◆ AIM OF THE EXERCISE: Report each line of the data below in which "Washington" appears.

(RECORDED DATA begins)

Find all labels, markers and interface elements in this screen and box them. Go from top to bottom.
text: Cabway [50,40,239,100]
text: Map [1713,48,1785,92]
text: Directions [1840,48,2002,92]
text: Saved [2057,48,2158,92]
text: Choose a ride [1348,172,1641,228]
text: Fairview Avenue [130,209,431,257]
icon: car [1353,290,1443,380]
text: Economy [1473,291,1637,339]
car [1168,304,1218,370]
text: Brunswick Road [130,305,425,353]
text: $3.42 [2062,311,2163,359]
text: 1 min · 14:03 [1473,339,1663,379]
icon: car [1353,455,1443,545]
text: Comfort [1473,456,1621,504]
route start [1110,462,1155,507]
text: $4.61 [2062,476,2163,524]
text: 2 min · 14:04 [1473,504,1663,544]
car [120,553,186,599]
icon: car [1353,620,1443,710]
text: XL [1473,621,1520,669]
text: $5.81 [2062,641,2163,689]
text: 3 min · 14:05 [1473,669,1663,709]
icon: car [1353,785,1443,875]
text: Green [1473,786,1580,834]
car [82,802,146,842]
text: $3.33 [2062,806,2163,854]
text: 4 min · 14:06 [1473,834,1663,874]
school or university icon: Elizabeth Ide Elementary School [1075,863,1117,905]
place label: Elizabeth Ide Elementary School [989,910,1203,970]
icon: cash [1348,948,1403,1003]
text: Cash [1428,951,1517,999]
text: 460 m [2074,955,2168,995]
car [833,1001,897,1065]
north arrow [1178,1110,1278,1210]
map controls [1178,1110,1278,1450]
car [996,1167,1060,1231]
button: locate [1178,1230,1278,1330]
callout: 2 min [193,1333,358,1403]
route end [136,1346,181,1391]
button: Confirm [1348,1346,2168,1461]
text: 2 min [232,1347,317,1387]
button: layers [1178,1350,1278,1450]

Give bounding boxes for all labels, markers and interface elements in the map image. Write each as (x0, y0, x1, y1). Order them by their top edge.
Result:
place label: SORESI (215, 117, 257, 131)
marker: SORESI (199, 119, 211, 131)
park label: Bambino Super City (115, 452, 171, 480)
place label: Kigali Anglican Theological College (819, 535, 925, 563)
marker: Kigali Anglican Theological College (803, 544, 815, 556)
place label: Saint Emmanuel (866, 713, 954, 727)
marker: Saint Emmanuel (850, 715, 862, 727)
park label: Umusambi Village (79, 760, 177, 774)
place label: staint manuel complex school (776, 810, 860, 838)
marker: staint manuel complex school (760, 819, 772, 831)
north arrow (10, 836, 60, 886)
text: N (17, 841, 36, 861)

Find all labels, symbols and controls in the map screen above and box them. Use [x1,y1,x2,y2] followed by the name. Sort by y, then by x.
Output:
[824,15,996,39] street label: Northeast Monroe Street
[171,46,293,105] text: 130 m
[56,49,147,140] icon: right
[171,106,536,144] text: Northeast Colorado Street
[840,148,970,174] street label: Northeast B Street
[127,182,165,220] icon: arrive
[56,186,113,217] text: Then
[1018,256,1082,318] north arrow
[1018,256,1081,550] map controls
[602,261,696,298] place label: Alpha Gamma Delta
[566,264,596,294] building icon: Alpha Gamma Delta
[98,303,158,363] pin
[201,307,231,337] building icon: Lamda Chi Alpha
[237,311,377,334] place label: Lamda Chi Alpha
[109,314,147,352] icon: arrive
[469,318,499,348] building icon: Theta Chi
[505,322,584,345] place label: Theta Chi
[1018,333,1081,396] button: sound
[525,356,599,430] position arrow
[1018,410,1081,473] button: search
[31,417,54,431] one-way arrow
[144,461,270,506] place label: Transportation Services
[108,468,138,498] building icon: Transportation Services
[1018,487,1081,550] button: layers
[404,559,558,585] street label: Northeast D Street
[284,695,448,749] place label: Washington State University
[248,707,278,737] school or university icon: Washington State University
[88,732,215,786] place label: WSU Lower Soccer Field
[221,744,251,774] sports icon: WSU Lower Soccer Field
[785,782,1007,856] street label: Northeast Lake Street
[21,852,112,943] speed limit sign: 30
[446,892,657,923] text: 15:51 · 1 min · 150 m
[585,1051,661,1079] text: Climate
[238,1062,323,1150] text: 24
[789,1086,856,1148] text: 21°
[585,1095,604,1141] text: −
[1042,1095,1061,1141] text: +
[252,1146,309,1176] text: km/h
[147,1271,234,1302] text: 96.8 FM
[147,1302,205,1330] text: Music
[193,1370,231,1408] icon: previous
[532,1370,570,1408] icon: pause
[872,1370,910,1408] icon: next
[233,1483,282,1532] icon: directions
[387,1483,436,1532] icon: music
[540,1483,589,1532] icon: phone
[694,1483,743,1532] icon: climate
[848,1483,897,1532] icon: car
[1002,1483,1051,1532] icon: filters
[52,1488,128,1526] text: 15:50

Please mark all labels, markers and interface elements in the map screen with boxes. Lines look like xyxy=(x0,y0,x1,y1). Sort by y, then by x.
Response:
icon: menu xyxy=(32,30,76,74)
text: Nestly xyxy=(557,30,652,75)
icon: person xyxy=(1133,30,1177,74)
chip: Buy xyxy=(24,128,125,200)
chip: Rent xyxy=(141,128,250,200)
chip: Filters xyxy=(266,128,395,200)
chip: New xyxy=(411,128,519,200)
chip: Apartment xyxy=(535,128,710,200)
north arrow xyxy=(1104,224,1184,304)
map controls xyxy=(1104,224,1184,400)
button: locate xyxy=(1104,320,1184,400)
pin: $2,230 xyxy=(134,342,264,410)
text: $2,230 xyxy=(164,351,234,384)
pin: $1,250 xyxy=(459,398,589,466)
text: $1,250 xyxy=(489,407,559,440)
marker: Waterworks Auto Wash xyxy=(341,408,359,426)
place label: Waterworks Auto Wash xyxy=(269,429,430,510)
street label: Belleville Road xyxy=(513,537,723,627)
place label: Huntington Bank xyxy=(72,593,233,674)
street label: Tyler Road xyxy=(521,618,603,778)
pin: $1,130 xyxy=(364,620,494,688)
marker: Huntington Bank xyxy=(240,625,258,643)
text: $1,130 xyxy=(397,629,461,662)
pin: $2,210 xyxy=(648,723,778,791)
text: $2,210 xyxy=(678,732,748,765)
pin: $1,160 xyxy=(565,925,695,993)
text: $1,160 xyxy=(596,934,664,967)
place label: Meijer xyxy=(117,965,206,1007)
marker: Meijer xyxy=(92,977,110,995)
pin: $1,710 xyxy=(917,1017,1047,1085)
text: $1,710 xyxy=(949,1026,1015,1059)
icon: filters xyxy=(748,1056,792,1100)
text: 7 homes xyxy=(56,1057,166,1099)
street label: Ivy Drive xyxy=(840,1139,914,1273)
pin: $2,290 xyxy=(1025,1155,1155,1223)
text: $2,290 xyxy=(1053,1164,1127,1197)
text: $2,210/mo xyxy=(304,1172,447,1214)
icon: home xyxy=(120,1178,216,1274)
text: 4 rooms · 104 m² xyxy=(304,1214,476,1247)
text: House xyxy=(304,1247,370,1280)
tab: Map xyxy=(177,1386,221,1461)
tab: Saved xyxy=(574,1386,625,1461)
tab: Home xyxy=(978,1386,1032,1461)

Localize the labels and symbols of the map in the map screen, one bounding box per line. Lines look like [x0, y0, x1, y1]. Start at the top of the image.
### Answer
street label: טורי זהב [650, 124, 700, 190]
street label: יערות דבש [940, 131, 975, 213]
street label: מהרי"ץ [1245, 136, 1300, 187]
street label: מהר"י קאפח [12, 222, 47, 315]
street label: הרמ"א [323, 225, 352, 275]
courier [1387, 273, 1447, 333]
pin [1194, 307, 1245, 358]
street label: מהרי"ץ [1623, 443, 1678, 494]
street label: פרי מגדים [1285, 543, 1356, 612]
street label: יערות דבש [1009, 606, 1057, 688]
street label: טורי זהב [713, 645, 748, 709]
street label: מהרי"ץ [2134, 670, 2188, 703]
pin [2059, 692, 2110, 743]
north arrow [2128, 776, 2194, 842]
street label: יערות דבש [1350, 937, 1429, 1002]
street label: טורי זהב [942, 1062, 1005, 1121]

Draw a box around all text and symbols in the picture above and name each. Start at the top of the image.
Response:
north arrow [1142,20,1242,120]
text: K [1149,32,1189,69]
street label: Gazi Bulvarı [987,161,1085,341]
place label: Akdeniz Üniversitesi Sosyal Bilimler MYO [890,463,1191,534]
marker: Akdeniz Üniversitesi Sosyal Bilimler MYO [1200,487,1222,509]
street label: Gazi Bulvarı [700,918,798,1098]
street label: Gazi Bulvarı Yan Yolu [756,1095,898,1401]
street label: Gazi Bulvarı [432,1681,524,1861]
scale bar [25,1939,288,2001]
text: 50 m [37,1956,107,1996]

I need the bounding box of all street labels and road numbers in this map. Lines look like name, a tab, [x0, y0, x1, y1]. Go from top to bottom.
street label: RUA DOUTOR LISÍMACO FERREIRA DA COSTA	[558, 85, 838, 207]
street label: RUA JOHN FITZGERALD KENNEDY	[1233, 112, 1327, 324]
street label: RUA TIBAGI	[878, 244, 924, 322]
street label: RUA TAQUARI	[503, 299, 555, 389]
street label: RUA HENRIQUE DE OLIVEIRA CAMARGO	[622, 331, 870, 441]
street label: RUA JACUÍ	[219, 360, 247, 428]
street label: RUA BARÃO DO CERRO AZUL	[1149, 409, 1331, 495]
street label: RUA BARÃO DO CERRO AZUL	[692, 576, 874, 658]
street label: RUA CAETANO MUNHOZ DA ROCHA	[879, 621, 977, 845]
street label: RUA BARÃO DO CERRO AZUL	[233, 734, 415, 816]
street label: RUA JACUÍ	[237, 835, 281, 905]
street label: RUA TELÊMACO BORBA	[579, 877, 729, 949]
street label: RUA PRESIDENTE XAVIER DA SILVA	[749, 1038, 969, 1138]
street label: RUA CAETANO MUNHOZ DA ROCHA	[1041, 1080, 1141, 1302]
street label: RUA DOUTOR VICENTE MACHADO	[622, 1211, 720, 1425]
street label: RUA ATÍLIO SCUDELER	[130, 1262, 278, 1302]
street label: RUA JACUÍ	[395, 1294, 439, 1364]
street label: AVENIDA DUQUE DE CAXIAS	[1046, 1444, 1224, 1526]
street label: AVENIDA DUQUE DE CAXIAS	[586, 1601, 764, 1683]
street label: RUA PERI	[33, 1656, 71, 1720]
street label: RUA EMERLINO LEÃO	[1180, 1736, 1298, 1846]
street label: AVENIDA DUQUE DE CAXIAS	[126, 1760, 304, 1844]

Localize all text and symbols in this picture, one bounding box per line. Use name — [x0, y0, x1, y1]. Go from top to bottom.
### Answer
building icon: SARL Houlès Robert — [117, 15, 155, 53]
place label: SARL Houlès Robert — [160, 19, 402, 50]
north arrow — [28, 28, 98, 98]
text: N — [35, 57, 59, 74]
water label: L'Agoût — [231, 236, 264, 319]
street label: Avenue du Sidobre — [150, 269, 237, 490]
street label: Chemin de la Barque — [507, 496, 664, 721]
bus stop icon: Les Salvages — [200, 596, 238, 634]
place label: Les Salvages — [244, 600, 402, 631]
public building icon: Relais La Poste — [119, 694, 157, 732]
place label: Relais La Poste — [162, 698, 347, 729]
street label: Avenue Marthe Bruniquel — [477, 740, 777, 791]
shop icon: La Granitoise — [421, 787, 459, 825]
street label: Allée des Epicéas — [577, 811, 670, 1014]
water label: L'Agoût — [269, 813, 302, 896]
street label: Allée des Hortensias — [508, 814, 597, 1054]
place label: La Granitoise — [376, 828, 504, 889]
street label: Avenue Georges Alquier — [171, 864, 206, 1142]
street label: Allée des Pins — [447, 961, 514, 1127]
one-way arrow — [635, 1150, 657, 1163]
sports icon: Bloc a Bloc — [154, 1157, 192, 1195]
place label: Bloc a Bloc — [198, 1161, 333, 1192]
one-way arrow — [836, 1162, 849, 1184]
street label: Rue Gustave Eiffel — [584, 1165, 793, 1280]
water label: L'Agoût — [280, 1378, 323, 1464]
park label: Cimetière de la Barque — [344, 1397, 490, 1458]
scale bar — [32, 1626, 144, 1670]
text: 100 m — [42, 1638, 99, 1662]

(RECORDED DATA ends)

◆ EXERCISE RESPONSE:
[284,695,448,749] place label: Washington State University
[248,707,278,737] school or university icon: Washington State University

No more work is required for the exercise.